Exercise description: The first line of the entries below, the line containing "1px #a0896d) drop-shadow(0", and every line between them should be repeated exactly, and nothing else.

___ Supplied data ___

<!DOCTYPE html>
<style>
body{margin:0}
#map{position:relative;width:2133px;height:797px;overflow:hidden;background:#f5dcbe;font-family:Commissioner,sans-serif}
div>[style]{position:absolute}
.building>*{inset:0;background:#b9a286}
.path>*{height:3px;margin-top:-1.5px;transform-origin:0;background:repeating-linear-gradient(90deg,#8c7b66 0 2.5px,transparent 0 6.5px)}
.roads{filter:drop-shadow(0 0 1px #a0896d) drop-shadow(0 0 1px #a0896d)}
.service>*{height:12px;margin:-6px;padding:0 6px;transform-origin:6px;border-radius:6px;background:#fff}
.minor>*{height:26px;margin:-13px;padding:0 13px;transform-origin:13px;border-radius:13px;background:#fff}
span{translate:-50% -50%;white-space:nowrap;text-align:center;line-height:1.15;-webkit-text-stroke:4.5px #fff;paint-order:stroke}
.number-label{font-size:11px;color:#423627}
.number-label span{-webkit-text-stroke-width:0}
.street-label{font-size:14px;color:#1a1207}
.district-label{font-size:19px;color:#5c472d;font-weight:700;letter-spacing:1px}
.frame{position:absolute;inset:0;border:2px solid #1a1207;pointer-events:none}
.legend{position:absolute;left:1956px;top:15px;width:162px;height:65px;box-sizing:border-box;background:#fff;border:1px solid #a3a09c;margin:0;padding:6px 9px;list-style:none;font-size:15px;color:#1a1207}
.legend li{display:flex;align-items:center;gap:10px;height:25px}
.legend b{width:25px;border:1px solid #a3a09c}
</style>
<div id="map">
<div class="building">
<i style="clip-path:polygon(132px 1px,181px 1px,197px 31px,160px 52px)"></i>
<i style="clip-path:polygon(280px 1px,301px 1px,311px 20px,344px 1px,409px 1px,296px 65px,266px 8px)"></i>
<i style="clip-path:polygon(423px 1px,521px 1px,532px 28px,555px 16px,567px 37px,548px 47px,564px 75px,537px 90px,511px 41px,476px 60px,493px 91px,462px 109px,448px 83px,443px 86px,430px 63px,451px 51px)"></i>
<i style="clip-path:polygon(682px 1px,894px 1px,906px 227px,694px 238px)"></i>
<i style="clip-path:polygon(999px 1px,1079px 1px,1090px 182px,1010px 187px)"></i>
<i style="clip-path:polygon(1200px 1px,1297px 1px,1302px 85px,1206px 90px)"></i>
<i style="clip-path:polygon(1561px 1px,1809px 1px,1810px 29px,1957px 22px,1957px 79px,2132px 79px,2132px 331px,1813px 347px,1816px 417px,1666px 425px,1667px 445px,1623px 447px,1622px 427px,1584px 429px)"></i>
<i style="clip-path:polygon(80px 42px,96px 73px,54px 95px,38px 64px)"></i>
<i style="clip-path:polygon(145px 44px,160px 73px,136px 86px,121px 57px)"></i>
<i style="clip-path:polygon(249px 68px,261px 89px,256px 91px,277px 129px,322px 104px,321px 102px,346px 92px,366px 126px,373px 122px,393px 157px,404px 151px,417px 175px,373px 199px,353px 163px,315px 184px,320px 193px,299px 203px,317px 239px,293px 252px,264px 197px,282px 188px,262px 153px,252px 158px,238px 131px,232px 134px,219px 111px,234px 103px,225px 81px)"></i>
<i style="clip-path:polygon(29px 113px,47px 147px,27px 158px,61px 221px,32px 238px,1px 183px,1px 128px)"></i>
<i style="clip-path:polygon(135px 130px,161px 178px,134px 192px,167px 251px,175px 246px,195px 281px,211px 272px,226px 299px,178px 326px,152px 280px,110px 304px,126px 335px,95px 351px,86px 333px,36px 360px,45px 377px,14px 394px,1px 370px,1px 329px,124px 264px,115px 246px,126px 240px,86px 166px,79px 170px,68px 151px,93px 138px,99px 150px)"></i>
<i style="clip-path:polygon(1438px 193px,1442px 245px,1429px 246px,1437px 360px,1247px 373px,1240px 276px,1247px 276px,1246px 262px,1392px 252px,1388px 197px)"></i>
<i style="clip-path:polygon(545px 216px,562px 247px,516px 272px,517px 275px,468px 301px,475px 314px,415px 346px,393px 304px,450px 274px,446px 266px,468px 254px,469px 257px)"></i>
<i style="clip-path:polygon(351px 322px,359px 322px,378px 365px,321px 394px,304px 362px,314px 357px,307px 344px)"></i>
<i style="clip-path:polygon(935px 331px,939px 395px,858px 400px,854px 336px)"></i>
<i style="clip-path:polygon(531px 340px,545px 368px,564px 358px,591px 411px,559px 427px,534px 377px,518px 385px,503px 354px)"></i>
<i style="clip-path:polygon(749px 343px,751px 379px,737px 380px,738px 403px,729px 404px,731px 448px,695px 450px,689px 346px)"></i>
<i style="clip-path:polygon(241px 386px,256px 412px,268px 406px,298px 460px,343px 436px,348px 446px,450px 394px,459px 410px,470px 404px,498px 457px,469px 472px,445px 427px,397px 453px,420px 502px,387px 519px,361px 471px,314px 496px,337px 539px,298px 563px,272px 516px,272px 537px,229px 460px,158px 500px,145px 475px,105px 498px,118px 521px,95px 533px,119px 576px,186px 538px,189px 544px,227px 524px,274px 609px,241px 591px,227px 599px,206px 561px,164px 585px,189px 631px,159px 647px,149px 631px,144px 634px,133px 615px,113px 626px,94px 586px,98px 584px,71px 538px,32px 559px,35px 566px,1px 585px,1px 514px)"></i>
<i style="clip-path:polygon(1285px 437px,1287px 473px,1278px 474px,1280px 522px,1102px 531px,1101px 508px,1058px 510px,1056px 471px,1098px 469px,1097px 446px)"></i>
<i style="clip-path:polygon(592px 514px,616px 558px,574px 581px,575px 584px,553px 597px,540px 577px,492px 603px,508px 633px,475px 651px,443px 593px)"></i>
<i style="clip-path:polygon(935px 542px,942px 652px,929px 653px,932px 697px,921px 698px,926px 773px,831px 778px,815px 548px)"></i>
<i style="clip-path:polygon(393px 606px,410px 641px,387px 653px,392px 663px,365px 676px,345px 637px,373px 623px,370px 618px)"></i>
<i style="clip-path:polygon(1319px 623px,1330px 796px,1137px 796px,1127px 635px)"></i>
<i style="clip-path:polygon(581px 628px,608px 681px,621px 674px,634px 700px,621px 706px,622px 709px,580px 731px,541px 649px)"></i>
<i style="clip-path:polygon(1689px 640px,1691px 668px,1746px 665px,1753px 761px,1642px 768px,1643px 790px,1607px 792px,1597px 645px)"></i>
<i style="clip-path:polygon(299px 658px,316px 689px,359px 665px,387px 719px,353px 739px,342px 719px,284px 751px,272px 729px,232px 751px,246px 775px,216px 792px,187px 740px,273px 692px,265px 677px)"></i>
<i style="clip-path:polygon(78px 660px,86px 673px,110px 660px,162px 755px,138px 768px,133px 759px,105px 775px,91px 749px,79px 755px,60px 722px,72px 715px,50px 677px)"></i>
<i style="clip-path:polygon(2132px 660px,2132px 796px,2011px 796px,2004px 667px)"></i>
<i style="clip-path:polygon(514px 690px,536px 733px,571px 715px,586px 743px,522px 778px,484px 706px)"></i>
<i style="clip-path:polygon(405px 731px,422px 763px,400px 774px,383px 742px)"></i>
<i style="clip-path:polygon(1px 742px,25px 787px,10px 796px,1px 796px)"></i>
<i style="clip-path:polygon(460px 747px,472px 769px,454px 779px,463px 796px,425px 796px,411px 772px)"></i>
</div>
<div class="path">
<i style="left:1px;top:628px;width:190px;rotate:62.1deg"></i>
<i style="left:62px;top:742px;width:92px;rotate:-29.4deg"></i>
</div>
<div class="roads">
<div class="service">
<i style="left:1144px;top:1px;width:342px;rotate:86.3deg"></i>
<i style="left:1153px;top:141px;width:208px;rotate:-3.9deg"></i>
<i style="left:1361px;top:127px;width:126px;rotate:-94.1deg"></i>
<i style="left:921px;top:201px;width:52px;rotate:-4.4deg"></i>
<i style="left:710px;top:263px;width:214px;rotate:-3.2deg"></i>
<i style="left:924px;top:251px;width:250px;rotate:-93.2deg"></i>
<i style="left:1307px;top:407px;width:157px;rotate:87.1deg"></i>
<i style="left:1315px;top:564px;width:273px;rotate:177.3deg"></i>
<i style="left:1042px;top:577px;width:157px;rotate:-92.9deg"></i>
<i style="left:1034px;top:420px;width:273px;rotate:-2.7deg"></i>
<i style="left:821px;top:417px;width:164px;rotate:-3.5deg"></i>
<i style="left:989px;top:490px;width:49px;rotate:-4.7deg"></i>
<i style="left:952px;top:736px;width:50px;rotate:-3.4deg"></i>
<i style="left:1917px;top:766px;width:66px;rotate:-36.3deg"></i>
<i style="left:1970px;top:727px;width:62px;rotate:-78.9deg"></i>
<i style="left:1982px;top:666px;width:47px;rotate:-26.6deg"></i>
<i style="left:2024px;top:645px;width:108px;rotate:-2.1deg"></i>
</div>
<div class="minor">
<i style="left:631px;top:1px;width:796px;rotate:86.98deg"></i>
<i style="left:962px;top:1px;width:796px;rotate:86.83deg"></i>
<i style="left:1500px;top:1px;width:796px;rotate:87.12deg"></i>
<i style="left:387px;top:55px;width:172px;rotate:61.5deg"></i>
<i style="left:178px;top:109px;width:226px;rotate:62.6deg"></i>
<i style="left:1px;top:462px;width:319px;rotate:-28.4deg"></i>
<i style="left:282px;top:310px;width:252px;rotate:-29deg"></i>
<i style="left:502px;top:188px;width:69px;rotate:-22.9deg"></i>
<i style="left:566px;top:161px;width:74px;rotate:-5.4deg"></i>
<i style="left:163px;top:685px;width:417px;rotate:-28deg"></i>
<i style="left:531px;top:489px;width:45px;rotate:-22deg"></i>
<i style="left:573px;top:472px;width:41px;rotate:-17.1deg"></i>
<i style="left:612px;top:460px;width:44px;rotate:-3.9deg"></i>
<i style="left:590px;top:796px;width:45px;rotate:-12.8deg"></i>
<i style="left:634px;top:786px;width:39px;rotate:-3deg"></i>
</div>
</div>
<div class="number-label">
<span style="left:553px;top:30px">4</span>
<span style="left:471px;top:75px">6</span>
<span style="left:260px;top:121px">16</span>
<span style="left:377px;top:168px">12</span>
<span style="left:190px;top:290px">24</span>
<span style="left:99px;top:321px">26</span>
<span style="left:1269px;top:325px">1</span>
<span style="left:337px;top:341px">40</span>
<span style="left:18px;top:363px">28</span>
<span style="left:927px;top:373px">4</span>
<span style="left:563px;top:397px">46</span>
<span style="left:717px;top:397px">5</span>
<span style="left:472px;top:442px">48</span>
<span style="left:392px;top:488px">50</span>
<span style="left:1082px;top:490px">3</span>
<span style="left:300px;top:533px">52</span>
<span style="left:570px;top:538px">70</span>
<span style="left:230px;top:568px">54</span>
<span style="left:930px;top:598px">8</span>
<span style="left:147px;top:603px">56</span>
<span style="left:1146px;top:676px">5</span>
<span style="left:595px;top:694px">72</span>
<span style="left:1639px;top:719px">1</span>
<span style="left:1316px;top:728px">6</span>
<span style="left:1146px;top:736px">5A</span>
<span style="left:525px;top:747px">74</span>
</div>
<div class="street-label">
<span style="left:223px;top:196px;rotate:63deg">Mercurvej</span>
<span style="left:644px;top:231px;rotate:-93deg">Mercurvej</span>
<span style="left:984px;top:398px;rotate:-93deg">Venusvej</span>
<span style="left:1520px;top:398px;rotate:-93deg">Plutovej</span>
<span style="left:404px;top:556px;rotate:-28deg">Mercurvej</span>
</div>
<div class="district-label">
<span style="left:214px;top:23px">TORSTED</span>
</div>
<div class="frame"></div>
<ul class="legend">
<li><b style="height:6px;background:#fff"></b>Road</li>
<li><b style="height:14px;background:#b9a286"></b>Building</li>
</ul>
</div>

___

Exercise result:
<!DOCTYPE html>
<style>
body{margin:0}
#map{position:relative;width:2133px;height:797px;overflow:hidden;background:#f5dcbe;font-family:Commissioner,sans-serif}
div>[style]{position:absolute}
.building>*{inset:0;background:#b9a286}
.path>*{height:3px;margin-top:-1.5px;transform-origin:0;background:repeating-linear-gradient(90deg,#8c7b66 0 2.5px,transparent 0 6.5px)}
.roads{filter:drop-shadow(0 0 1px #a0896d) drop-shadow(0 0 1px #a0896d)}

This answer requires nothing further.